I can’t say I have respect for all the Rabbis I know. There is one though whom I met on the Internet. A highly unconventional man in a suave and sophisticated way he is a kind of Rabbi 007, of the Scottish variety (of coursh).

He is the man who decided my fate some years ago, though I doubt he knows it. I met him when we both contributed to some forum or other and he disagreed with a viewpoint of mine. In an acrimonious exchange of e-mails we discovered that we lived close to each other and arranged to meet. He did not expect to see a Chassid any more than I expected a stubbly shaven Gentleman Rabbi who could tell dirty jokes, and name-drop royalty between his quotes of Gemarra and Kabbalistic monologues.

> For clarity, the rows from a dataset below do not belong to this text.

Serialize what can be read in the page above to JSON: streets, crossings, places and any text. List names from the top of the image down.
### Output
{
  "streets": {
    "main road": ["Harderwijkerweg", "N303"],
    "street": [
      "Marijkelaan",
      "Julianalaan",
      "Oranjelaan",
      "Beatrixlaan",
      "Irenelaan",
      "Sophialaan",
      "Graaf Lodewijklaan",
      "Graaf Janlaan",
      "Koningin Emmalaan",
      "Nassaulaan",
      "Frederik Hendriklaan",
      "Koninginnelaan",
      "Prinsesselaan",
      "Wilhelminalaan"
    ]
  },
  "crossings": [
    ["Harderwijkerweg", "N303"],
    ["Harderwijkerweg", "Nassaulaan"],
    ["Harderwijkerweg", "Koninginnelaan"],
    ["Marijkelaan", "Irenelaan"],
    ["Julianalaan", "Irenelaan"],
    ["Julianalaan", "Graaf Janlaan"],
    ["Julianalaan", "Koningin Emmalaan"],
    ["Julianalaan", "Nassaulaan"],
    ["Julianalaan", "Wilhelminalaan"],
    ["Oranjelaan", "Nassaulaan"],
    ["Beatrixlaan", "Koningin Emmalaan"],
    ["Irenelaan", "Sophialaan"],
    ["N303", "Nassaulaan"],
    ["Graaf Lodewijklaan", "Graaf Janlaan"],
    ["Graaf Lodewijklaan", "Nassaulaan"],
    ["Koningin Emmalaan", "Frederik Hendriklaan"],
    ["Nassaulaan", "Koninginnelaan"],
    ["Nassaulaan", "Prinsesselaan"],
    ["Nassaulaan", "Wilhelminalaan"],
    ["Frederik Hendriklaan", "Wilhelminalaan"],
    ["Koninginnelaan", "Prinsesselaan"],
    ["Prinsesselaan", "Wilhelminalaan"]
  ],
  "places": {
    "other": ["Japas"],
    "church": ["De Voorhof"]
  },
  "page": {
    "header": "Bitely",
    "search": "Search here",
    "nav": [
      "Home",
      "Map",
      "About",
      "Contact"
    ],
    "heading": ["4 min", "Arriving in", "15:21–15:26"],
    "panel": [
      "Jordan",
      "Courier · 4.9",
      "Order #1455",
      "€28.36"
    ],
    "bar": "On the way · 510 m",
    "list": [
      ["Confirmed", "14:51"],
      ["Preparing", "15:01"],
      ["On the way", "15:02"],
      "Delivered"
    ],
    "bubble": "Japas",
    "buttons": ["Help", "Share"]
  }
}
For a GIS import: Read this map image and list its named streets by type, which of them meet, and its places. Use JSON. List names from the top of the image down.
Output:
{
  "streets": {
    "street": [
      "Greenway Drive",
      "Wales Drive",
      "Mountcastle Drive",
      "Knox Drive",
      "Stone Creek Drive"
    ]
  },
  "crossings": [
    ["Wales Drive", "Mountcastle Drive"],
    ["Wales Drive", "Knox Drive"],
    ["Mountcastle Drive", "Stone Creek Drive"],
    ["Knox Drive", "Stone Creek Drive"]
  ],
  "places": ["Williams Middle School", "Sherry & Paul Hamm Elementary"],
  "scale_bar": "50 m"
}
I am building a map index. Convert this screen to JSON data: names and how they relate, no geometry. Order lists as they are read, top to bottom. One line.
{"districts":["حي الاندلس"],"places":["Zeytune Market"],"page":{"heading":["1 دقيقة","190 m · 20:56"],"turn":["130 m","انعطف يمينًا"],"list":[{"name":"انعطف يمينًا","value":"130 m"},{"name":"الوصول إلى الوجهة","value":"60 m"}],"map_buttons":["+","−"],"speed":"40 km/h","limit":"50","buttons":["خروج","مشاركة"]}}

We became pretty friendly and he introduced me into his group of intellectual friends. It was from his, mostly irreligious, friends that I learned to love philosophy and good music. And to appreciate the beauty in the knowledge I had accrued that had lost its sparkle. Not to mention the delights of the amber gold single-malt he taught me to drink. I was thus lucky enough to find a mentor who could show me a quality life outside of Chassidimgrad. I had stopped believing in much when I was 18 and had for a couple of years tried the bohemian life as I saw it then.

Looking, looking at Goylife through the Yeshiva windows, it seems a pretty simple affair. Wake up in the morning, send home whoever you were with and promise to call. Then slip on a pair of Jeans and a t-shirt and off you go for a new day of hunting. It took me a couple of years to discover that dreams are Universal and that’s just what Universal Studios sells. I’d never stopped wearing the chassididc garb so it was relatively easy to return when I realised I was not really equipped to make a better life out there.

I met Rabbi James Years later when I was already married and back in London. I was going through a rough patch and was really fed up. He advised me to take off my Kappel if that’s what I wanted. And he said that that was what God wanted if I did. That was when I decided I did not want to. It seems that all I had ever wanted was the right to choose.

You can all thank him that this blog is not fan site for the Grateful Dead.